- [AIM OF THE EXERCISE]: Scan the records for the string "none" and copy every line that holds it.

[Saved entries]
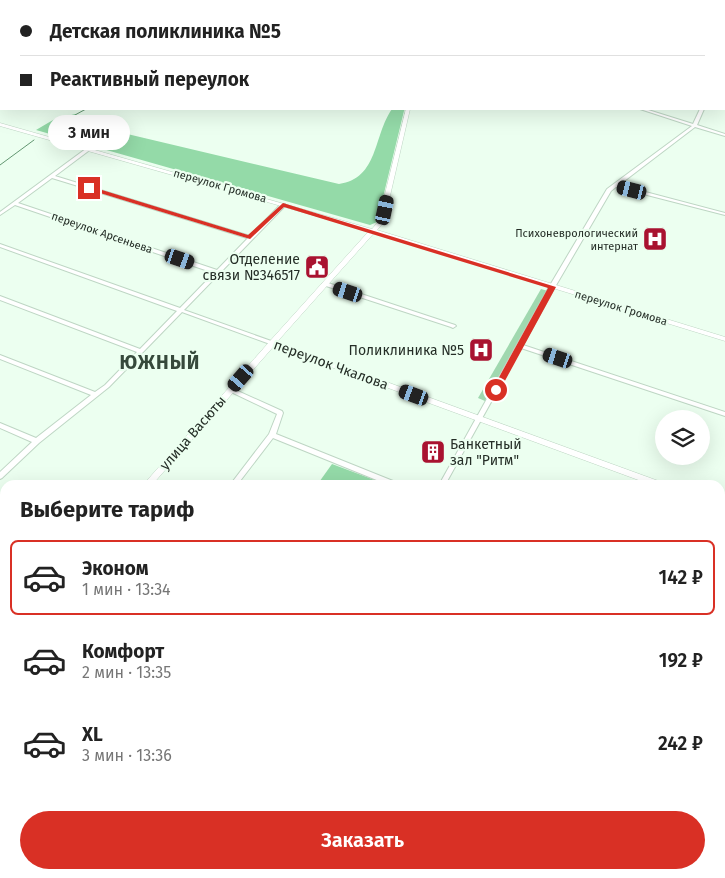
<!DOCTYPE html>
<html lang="ru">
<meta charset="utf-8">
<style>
body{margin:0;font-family:"Fira Sans",sans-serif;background:#f6f6f6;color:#222;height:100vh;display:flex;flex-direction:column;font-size:19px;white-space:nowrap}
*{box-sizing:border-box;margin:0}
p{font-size:16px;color:#767676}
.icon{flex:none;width:28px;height:28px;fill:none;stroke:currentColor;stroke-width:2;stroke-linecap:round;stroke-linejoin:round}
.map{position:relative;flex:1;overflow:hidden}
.panel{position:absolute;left:0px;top:480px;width:725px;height:399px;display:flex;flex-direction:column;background:#fff;border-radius:15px 15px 0 0;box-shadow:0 5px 20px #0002}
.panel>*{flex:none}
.hud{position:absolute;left:0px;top:0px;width:725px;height:110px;box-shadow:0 5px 20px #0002;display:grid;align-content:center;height:110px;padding:0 20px;background:#fff}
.fabs{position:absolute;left:655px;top:410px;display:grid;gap:10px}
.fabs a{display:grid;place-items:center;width:55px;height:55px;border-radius:50%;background:#fff;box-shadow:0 5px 20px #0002;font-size:25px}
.end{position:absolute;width:22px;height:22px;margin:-11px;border:6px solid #d93025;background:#fff;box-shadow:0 0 0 2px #fff}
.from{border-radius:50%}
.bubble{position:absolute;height:35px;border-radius:18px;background:#fff;box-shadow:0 5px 20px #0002;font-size:16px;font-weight:600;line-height:35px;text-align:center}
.car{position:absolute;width:15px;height:30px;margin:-15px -8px;border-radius:6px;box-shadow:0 0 4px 1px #0007;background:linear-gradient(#222 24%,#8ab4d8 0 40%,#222 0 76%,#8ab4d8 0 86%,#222 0)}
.hud b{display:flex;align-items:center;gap:18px;height:48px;font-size:19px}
.hud b+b{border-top:1px solid #e0e0e0}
.hud i{width:12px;height:12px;background:#222}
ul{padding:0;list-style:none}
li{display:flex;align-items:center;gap:15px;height:75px;margin:0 10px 8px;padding:0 10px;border:2px solid transparent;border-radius:8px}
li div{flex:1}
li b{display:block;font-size:19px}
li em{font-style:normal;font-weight:600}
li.current{border-color:#d93025}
li>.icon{width:45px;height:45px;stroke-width:1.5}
h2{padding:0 20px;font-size:22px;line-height:60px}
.cta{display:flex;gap:10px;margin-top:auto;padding:10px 20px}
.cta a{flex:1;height:58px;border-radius:30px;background:#d93025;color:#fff;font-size:20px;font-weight:600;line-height:58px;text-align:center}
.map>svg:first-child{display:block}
</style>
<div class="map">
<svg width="725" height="878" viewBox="0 0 725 878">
<rect width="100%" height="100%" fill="#ecfff0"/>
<polygon fill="#a0d8af" points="541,289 548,291 485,401 478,398"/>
<g fill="#94daa8">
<path d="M392 109H405L404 111 377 222 370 225 36 130 53 120 75 114 102 128 339 184C379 178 373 136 392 109Z"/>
<polygon points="332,464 388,485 317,485"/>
</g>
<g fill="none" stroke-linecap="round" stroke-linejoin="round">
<g stroke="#639772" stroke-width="1">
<polyline points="75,115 86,109"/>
<polyline points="0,165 34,140"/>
</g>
<defs>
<g id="minor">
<rect x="724" y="6" width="1" height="2"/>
<rect x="724" y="36" width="1" height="4"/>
<polygon points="640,109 645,109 693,124 700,109 704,109 697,125 725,134 725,136 695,127 619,185 725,213 725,215 616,187 611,191 555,287 523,345 725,412 725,416 521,348 445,485 439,485 549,287 607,189 692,126"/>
<path d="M87 148 91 149 55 176 250 236 281 204H285V206L184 310 274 342 275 343 274 344H270L182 312 109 387 39 443 2 478 0 479V472L32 442 0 428V423L36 438 91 395 0 359V355L95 392 105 385 137 352 0 300V296L140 349 177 311 0 247V244L180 308 214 273 15 205 0 215V212ZM52 178 247 238H248L217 270 18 203Z"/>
<polygon points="325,282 455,325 456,326 453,328 451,327 323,285 322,284"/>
<polygon points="231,388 282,411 283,413 276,434 398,483 399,485 389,485 273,438 237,485 230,485 269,434 277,414 229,391 228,390 229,389"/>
<polygon points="720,611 725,613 725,619 720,617"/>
<polygon points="0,726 5,728 5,736 0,734"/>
<polygon points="216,874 226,874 224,878 214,878"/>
</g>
<g id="tertiary">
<polygon points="469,0 475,0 476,1 471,1"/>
<polygon points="406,109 410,109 384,222 377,230 725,337 725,341 374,233 277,342 664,483 665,485 652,485 274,346 152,485 143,485 270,341 369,231 0,126 0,123 372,229 378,222"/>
<polygon points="720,503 725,505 725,511 720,509"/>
<polygon points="5,644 5,654 0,657 0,647"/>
</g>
</defs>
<use href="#minor" stroke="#bed6c4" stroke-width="2"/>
<use href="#tertiary" stroke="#bed6c4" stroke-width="1"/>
<use href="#minor" fill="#fff" fill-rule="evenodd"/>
<use href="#tertiary" fill="#fff" fill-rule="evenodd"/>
</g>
<polygon fill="#d93025" points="89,186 248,235 283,203 556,287 500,390 496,393 492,390 548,288 284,207 250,239 87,189"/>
<defs>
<symbol id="hospital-square" viewBox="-11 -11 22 22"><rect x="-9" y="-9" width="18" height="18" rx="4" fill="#a91230" stroke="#ecfff0"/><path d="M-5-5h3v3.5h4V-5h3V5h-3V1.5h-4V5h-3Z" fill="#fff"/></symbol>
<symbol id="civic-square" viewBox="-11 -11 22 22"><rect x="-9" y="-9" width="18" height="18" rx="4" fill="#a91230" stroke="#ecfff0"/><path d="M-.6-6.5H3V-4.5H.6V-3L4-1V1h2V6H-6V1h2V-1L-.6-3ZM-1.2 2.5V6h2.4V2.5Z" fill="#fff"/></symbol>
<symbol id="building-square" viewBox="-11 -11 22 22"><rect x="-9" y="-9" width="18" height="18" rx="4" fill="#a91230" stroke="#ecfff0"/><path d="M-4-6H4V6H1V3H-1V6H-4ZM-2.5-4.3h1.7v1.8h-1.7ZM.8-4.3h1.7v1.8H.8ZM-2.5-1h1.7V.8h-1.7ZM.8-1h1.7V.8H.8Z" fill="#fff"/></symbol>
</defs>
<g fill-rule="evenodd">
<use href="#hospital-square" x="641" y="225" width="28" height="28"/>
<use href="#civic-square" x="303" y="253" width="28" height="28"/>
<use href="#hospital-square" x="467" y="336" width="28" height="28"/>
<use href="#building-square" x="419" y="438" width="28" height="28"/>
</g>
<g text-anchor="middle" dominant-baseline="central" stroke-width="4.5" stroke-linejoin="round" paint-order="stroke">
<g font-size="11" fill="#252e27" stroke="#ecfff0">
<text transform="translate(220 186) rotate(16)">переулок Громова</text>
<text transform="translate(102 233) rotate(19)">переулок Арсеньева</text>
<text transform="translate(621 308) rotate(17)">переулок Громова</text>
</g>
<g font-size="11" fill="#252e27" stroke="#ecfff0" text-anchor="end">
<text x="638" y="233">Психоневрологический<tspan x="638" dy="13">интернат</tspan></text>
</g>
<g font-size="14" fill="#252e27" stroke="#ecfff0" text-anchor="end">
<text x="300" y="259">Отделение<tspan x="300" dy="16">связи №346517</tspan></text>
<text x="464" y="350">Поликлиника №5</text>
<text x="450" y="444" text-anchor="start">Банкетный<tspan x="450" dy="16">зал "Ритм"</tspan></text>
</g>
<g font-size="14" fill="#252e27" stroke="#ecfff0">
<text transform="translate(331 365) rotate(20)">переулок Чкалова</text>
<text transform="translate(193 433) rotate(-49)">улица Васюты</text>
</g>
<g font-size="19" font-weight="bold" letter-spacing="1" fill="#36493b" stroke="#ecfff0">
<text x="160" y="362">ЮЖНЫЙ</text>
</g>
</g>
</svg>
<div class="fabs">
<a><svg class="icon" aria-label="layers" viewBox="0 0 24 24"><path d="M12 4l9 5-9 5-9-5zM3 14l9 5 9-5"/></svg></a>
</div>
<i class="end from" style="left:496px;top:390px"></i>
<i class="end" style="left:89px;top:188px"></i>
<div class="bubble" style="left:48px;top:115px;width:82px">3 мин</div>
<i class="car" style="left:632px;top:190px;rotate:284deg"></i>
<i class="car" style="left:385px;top:210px;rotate:12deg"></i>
<i class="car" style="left:180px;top:259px;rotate:109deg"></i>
<i class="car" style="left:348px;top:292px;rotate:288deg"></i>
<i class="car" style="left:558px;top:358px;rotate:288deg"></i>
<i class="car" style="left:241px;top:378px;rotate:221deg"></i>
<i class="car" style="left:414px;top:395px;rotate:290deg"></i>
<div class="hud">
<b><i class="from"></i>Детская поликлиника №5</b>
<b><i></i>Реактивный переулок</b>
</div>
<section class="panel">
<h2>Выберите тариф</h2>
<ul>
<li class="current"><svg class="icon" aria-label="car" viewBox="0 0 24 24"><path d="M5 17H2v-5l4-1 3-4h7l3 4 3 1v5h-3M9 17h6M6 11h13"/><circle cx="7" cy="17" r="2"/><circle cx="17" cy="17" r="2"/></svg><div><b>Эконом</b><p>1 мин · 13:34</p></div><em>142 ₽</em></li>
<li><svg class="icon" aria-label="car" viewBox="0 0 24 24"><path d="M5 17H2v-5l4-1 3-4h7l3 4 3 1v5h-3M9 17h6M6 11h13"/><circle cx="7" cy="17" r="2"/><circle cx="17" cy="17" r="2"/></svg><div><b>Комфорт</b><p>2 мин · 13:35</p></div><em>192 ₽</em></li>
<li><svg class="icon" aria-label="car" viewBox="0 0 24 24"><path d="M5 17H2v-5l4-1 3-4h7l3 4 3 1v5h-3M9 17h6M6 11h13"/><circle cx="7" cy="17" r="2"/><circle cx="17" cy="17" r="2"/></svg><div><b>XL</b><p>3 мин · 13:36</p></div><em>242 ₽</em></li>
</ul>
<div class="cta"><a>Заказать</a></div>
</section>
</div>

- [EXERCISE RESPONSE]:
.icon{flex:none;width:28px;height:28px;fill:none;stroke:currentColor;stroke-width:2;stroke-linecap:round;stroke-linejoin:round}
.panel>*{flex:none}
ul{padding:0;list-style:none}
<g fill="none" stroke-linecap="round" stroke-linejoin="round">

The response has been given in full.